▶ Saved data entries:
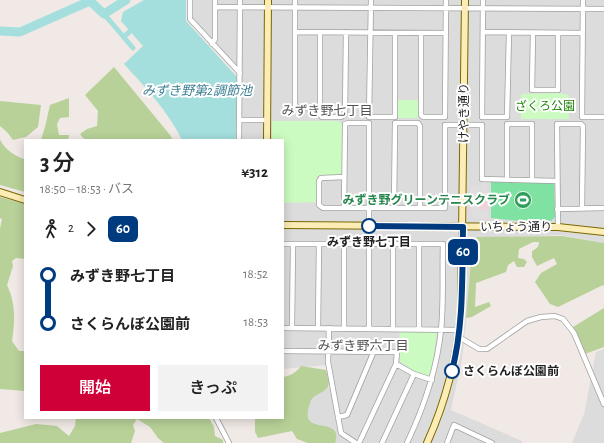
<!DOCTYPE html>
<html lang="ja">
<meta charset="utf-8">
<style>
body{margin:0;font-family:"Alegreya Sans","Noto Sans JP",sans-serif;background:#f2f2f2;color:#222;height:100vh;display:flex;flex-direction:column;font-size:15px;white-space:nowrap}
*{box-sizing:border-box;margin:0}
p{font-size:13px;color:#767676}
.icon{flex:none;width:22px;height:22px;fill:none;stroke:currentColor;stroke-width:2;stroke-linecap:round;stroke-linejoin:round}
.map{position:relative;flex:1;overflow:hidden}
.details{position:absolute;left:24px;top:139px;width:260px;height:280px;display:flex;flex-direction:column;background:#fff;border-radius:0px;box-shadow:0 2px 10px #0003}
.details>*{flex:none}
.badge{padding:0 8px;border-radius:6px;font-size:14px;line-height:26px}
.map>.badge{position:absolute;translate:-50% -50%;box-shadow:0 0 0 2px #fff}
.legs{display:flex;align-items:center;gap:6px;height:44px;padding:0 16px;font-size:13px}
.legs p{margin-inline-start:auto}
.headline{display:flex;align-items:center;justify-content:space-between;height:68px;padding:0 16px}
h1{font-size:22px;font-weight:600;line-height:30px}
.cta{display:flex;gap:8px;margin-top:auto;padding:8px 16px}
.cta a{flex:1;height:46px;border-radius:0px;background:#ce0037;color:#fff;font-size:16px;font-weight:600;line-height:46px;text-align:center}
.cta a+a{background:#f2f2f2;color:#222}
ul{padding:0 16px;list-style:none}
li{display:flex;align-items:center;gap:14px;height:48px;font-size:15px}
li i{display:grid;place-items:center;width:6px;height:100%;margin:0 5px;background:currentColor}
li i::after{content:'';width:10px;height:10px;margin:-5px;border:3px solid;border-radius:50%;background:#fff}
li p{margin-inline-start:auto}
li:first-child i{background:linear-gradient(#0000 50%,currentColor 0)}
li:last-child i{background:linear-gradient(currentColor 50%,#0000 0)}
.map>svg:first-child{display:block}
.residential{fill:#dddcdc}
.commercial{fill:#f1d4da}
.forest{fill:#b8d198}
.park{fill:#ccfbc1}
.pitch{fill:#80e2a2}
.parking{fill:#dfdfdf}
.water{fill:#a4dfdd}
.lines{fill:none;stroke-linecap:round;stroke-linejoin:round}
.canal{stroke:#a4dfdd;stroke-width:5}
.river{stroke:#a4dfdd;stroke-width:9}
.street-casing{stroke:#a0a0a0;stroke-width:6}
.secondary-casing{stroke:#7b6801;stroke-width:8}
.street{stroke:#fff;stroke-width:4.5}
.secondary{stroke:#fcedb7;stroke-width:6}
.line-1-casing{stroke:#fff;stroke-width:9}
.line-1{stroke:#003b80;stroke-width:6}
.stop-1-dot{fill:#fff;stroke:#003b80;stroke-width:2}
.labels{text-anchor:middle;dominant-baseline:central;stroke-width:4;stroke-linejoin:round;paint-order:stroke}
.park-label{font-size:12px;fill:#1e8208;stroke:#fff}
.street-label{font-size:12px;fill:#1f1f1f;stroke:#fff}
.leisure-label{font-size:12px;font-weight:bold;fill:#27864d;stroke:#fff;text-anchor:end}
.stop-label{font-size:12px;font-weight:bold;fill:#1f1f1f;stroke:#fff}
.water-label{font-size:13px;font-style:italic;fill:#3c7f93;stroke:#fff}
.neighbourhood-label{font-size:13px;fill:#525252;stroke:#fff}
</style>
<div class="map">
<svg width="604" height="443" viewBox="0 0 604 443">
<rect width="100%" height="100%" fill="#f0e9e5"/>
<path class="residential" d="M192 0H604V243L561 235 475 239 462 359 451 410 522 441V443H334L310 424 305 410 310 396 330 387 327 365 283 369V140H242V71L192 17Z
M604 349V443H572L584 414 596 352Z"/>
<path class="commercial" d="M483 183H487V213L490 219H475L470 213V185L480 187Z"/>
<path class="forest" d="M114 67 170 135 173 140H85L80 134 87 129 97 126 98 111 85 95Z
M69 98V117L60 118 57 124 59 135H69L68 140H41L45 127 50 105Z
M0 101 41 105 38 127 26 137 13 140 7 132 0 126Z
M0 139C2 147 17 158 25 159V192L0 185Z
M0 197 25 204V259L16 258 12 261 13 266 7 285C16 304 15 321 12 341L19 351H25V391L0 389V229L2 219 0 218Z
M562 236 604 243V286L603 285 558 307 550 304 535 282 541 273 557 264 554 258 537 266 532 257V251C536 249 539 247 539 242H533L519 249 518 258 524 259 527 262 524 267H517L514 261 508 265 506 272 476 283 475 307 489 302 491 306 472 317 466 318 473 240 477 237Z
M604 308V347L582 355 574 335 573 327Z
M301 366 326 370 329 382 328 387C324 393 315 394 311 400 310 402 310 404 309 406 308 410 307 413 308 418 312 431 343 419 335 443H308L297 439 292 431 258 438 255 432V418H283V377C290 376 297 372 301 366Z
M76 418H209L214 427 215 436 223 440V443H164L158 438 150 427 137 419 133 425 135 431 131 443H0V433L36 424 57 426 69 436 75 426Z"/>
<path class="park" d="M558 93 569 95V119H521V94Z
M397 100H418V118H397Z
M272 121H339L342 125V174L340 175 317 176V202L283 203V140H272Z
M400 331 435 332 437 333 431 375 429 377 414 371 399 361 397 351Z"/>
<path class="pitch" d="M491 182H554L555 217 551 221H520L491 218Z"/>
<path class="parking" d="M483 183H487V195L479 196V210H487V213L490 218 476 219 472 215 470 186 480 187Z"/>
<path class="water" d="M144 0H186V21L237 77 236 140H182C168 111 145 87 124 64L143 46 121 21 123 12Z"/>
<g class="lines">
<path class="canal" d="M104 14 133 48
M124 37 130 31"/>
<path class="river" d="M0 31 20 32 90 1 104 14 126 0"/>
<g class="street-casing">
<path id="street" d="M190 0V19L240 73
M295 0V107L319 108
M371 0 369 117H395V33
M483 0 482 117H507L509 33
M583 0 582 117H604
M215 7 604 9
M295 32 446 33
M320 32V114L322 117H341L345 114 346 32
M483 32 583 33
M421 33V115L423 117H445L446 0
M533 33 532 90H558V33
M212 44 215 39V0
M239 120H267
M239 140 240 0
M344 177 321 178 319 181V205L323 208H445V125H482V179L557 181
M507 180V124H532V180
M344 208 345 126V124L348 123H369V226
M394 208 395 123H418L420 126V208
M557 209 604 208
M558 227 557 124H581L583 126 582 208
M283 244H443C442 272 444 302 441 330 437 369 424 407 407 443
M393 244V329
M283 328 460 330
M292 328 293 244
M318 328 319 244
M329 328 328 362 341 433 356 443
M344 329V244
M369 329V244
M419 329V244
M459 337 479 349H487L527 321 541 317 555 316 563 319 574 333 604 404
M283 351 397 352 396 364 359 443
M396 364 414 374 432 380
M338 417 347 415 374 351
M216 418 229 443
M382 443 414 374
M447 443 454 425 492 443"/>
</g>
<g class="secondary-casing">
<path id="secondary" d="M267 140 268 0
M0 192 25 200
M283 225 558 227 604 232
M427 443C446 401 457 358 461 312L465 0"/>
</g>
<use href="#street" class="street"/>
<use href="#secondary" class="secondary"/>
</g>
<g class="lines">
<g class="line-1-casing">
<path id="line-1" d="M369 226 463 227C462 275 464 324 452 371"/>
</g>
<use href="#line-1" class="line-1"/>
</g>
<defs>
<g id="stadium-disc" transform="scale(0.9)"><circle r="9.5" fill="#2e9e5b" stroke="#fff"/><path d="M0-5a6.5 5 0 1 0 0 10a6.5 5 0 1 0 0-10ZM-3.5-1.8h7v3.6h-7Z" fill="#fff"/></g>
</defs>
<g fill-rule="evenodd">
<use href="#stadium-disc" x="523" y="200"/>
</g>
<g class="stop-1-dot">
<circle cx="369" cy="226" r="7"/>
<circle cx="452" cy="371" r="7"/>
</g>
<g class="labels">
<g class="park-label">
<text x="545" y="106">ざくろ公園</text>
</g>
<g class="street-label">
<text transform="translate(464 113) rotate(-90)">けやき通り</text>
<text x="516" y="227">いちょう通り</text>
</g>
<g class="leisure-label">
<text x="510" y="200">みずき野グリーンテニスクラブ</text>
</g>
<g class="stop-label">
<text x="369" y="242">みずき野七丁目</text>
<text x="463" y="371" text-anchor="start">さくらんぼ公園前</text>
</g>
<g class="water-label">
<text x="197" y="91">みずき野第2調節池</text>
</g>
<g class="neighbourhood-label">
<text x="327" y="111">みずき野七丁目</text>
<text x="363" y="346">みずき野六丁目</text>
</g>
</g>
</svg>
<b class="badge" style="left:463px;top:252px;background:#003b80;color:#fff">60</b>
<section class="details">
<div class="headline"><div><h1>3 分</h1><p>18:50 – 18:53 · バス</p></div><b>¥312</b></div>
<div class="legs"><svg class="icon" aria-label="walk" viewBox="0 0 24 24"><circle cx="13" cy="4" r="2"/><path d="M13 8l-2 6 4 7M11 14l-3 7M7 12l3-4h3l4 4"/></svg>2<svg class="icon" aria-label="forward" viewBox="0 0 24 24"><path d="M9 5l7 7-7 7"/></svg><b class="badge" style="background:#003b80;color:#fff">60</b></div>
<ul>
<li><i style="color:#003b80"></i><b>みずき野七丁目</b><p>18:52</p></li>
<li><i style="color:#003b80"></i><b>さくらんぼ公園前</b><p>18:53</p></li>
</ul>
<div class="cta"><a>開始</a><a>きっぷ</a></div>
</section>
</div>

▶ DIRECTIONS: Scan the records above for the word "linecap" and return every line where it occurs.

▶ TASK ANSWER:
.icon{flex:none;width:22px;height:22px;fill:none;stroke:currentColor;stroke-width:2;stroke-linecap:round;stroke-linejoin:round}
.lines{fill:none;stroke-linecap:round;stroke-linejoin:round}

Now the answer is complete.